Exercise description: Across the records that follow, give the number of lines containing the word "Elevation" and nothing else.

(Collected data)

⟨

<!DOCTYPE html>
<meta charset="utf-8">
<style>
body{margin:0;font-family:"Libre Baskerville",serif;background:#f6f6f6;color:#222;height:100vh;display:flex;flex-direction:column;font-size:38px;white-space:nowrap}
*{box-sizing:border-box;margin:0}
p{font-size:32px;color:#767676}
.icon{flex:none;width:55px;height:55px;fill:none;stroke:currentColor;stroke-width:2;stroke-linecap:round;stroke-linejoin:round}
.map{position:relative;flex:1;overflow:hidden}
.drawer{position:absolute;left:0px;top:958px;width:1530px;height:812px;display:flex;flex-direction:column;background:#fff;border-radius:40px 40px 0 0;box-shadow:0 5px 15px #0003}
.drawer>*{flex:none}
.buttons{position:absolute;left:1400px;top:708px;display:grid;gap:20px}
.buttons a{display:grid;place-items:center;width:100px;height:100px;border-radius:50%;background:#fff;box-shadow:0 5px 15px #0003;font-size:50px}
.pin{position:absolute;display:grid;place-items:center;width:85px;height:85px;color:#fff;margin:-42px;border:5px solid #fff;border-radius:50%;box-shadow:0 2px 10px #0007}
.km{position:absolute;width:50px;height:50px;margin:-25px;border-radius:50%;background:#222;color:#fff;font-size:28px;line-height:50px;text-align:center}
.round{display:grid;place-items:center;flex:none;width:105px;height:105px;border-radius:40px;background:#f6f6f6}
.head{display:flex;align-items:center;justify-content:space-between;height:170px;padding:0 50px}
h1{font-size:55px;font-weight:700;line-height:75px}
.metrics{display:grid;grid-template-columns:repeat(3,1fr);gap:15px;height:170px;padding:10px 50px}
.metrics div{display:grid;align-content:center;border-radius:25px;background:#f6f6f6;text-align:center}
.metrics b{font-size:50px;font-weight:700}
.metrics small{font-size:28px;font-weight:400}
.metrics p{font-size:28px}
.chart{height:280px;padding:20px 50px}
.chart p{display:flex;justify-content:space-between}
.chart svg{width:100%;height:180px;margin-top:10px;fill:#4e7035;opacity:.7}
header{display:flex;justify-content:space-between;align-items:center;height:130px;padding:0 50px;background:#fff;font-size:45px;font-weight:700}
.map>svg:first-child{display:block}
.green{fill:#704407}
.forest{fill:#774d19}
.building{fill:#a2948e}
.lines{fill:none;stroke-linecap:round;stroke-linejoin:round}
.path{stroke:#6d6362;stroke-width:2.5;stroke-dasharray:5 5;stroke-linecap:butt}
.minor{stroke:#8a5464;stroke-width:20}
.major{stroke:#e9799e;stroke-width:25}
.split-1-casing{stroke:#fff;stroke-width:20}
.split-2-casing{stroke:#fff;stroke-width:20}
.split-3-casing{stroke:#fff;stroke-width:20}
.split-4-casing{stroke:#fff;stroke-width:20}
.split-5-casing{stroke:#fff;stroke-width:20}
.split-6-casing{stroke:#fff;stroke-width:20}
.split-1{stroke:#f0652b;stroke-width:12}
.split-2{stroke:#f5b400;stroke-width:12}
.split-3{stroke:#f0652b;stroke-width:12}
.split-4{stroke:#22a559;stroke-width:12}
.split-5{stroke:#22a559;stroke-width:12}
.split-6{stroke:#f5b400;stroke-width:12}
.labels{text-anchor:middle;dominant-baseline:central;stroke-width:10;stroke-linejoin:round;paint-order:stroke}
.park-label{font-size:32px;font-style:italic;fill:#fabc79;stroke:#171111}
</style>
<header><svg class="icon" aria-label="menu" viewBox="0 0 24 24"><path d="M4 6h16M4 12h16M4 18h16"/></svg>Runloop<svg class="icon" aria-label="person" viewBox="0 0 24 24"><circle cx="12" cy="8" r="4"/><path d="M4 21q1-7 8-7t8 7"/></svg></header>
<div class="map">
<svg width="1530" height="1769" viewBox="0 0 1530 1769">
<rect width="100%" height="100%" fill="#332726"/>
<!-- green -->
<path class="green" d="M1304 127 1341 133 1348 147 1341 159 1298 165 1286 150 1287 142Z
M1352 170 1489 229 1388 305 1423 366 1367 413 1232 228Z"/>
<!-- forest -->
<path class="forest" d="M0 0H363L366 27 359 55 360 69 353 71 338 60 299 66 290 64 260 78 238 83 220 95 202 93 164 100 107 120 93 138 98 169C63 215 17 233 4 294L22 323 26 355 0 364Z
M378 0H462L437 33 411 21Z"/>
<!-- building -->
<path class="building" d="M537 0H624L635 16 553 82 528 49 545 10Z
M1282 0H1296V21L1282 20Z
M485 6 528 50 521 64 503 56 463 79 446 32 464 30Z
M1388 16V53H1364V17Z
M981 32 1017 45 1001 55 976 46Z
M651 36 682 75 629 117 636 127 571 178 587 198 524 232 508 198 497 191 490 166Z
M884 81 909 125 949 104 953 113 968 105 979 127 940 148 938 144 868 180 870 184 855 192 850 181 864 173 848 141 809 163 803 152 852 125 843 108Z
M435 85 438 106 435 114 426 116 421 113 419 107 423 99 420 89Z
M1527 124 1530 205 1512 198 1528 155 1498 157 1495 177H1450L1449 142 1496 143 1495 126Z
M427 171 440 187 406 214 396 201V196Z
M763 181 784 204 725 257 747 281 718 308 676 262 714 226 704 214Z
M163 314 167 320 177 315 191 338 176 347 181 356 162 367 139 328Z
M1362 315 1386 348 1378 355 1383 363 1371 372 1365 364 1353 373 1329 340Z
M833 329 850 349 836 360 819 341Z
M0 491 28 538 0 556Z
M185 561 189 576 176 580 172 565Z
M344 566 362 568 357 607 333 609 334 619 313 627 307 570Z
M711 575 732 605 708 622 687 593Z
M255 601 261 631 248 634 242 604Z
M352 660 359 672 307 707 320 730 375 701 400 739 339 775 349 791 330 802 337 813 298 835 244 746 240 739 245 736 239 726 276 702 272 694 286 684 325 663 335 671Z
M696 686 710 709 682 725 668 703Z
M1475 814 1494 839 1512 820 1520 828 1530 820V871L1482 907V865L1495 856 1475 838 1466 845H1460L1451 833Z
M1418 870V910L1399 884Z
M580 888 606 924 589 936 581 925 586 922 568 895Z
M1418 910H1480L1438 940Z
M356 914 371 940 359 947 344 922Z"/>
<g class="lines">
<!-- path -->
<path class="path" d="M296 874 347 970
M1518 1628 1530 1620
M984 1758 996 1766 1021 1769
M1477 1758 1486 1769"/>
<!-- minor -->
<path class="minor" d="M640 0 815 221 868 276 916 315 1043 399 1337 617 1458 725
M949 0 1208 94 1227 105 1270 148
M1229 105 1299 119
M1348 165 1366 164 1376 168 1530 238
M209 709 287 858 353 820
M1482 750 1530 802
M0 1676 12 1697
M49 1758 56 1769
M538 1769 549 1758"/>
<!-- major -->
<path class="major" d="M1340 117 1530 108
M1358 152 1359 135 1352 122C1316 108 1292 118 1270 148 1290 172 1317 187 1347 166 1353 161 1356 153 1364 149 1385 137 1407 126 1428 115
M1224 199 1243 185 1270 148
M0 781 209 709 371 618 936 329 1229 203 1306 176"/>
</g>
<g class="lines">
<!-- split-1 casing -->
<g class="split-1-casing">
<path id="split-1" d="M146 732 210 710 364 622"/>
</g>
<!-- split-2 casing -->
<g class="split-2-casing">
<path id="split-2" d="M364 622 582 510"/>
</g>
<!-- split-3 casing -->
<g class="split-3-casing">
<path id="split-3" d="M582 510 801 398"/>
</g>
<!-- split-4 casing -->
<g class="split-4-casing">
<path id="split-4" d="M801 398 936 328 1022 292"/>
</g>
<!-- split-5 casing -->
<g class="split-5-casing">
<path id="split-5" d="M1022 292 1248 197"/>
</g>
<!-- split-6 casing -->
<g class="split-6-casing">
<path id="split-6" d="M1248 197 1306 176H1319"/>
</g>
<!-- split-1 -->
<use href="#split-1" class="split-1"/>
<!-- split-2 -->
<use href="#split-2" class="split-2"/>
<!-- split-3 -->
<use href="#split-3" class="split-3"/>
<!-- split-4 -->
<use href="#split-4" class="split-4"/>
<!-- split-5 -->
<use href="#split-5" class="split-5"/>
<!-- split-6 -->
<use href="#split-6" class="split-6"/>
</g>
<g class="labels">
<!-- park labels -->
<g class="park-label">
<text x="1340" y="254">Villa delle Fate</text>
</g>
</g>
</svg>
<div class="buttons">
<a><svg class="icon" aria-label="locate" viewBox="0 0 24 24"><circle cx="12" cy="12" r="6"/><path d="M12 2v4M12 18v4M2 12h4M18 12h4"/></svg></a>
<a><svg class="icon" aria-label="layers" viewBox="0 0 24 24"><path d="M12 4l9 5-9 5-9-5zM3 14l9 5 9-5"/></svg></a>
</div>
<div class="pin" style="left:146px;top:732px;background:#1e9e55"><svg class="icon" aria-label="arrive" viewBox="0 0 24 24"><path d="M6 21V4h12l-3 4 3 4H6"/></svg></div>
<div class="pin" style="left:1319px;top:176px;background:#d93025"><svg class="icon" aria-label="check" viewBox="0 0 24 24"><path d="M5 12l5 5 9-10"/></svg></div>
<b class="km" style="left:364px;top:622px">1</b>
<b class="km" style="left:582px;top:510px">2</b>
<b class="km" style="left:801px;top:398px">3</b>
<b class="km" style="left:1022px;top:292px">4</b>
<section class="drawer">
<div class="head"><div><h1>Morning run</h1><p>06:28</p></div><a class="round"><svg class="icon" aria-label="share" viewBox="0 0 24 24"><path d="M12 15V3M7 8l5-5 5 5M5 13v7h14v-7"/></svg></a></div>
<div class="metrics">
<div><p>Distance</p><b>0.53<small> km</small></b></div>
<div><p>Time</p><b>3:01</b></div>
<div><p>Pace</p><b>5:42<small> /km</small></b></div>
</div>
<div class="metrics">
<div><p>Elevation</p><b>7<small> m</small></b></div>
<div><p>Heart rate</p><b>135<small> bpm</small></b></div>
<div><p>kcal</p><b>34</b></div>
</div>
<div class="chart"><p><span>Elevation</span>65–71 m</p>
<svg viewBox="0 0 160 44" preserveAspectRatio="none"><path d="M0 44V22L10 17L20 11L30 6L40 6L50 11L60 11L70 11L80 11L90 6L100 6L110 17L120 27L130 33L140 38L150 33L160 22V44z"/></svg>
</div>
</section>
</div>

⟩

Response: 2